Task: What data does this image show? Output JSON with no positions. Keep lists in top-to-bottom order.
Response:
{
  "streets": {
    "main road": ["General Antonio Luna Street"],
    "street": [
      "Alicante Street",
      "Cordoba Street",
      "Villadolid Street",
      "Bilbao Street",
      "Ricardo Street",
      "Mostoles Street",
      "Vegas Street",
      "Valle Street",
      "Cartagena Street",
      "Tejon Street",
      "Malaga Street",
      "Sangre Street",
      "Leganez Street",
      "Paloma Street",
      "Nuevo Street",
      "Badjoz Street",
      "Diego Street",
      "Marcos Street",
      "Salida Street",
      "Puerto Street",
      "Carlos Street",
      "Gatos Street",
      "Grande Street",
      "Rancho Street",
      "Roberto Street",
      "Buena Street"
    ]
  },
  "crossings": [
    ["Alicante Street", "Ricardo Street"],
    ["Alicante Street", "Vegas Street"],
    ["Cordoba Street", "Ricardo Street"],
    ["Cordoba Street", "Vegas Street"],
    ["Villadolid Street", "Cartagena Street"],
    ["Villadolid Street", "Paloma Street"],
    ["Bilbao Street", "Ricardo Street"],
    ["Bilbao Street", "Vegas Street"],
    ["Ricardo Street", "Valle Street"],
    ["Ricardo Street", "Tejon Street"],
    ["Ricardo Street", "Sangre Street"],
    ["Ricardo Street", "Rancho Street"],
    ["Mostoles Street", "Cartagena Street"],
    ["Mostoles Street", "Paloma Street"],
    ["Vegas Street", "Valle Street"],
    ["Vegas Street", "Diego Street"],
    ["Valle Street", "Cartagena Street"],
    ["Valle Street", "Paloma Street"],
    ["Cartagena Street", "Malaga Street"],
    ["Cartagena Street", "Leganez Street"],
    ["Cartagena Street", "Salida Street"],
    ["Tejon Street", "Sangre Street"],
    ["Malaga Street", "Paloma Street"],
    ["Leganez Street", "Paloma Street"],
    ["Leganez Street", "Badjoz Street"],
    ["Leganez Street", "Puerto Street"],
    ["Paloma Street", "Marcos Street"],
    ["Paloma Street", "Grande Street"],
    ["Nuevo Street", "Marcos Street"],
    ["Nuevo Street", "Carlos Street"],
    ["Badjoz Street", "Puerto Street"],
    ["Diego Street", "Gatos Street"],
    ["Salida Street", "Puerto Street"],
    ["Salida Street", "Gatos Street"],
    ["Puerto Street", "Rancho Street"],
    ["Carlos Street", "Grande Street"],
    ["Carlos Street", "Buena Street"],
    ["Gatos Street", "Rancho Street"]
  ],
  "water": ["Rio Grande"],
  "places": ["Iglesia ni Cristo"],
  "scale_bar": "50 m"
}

---

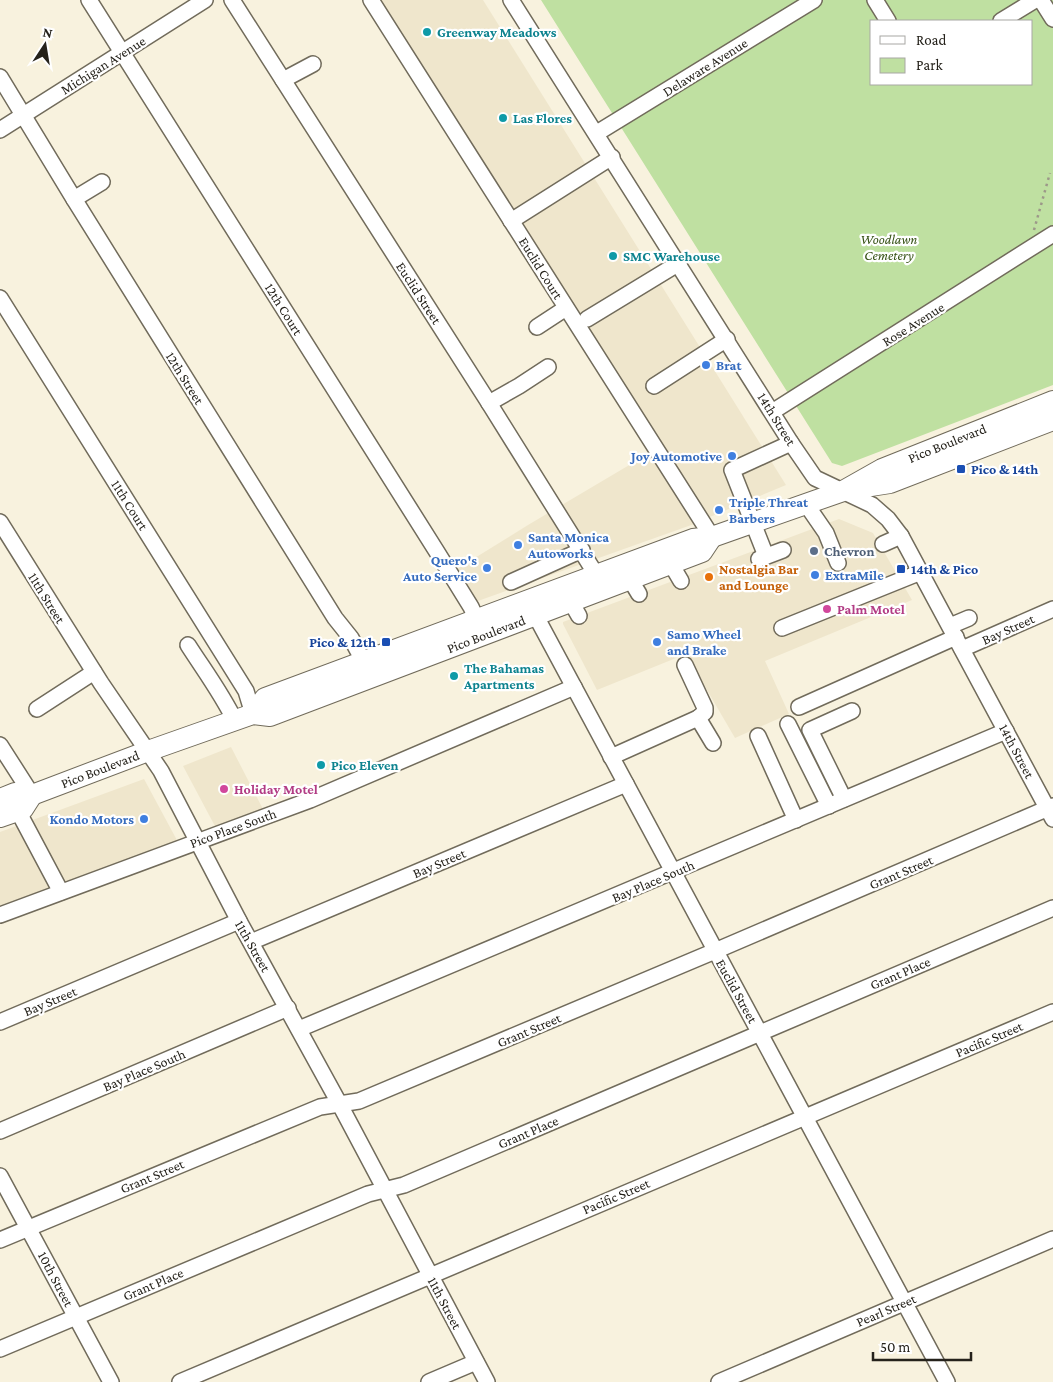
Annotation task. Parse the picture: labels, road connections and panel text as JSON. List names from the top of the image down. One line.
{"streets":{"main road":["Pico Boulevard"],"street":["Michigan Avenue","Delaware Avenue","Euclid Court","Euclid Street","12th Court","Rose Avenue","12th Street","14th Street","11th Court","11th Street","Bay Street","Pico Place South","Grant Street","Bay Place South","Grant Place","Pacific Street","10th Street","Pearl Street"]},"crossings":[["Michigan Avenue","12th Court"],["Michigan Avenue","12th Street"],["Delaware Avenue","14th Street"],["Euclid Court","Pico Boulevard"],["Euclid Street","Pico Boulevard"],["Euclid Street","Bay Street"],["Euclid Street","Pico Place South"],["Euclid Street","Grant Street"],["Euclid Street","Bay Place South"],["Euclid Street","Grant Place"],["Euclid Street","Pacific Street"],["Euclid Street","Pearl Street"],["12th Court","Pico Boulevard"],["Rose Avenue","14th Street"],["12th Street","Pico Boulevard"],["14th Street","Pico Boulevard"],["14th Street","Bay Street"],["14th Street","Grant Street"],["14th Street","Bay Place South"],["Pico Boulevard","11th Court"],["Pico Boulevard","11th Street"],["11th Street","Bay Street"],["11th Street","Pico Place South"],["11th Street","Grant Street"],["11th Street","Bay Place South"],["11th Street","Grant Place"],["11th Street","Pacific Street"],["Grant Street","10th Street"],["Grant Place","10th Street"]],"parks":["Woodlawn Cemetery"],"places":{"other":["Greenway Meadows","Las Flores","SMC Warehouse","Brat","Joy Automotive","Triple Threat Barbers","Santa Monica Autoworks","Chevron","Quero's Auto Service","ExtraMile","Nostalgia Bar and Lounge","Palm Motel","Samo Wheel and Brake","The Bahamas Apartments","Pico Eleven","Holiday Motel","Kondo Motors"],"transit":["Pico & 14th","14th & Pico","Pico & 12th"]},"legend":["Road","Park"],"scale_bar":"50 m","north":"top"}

--

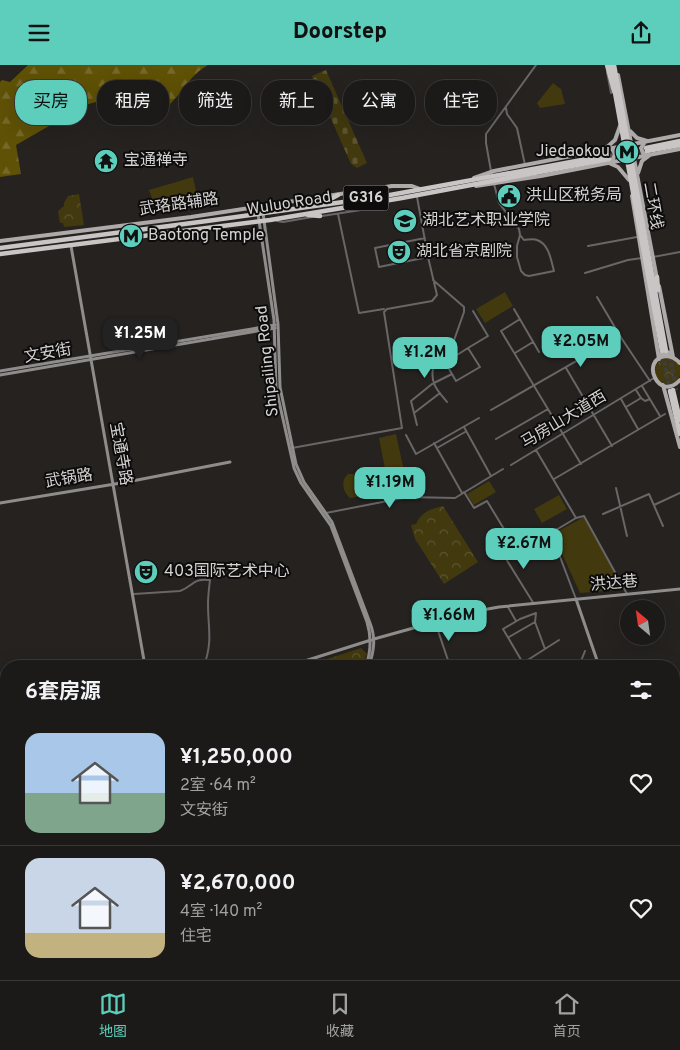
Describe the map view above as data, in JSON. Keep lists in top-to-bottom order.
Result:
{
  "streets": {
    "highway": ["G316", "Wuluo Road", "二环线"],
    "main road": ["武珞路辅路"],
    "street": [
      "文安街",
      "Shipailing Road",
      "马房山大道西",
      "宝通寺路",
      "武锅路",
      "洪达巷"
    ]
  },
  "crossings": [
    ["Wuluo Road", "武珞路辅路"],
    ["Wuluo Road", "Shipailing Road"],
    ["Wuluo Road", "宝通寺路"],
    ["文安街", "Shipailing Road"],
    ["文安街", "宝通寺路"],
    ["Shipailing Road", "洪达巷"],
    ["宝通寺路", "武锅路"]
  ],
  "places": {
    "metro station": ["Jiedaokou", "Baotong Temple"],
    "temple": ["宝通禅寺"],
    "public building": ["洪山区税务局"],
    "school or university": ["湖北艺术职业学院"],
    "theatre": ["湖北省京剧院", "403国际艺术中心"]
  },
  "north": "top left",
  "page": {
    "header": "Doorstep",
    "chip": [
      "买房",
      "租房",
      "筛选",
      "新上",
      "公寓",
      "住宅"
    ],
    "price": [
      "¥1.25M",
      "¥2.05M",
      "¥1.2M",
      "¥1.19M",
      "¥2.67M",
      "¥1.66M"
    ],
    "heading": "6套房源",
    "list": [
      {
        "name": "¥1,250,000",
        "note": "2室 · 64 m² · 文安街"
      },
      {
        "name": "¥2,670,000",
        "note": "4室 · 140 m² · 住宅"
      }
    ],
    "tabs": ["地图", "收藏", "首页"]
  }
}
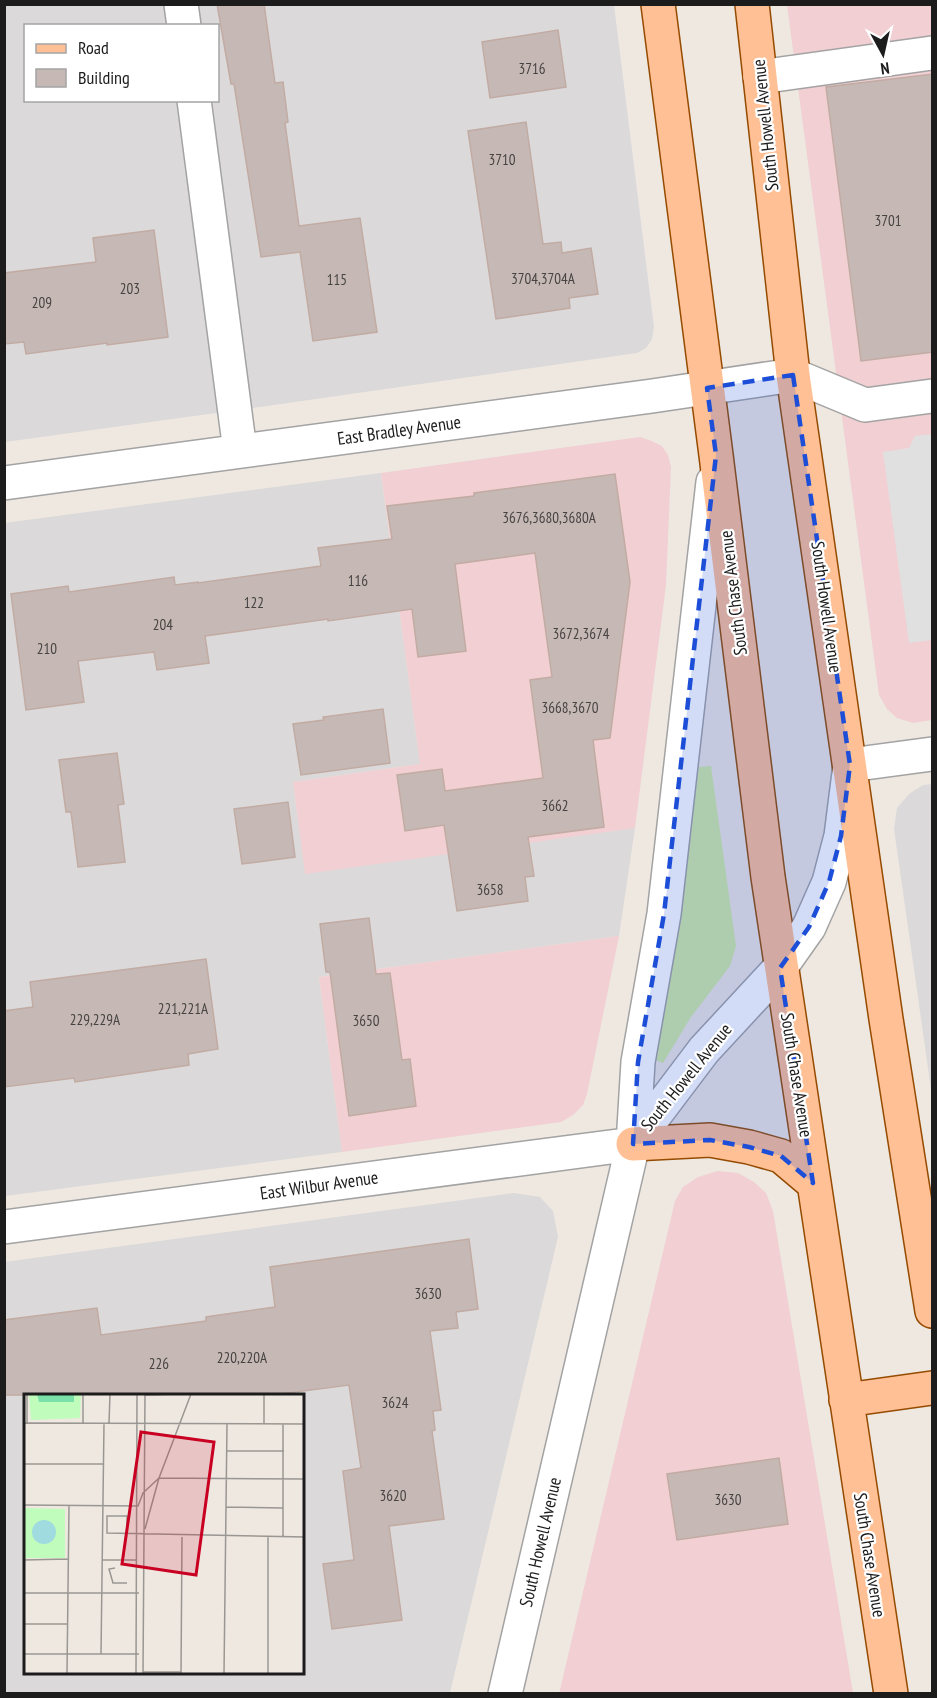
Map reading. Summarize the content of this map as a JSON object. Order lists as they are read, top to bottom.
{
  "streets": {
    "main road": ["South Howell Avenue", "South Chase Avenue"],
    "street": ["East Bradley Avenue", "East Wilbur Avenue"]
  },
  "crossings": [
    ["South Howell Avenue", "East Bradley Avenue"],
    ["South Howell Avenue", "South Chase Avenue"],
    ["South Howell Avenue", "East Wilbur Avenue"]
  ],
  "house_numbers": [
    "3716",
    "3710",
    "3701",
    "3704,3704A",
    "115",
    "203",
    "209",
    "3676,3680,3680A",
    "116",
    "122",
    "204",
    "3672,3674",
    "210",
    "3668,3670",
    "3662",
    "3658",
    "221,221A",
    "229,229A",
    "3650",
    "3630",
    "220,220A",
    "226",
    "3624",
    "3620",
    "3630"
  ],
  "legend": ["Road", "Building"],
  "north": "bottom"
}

- _WHAT THE TASK REQUIRES_:
Check each line of the material for "Marcos". Copy the ones that have it.

- _SOLUTION TO THIS PROBLEM_:
      "Marcos Street",
    ["Paloma Street", "Marcos Street"],
    ["Nuevo Street", "Marcos Street"],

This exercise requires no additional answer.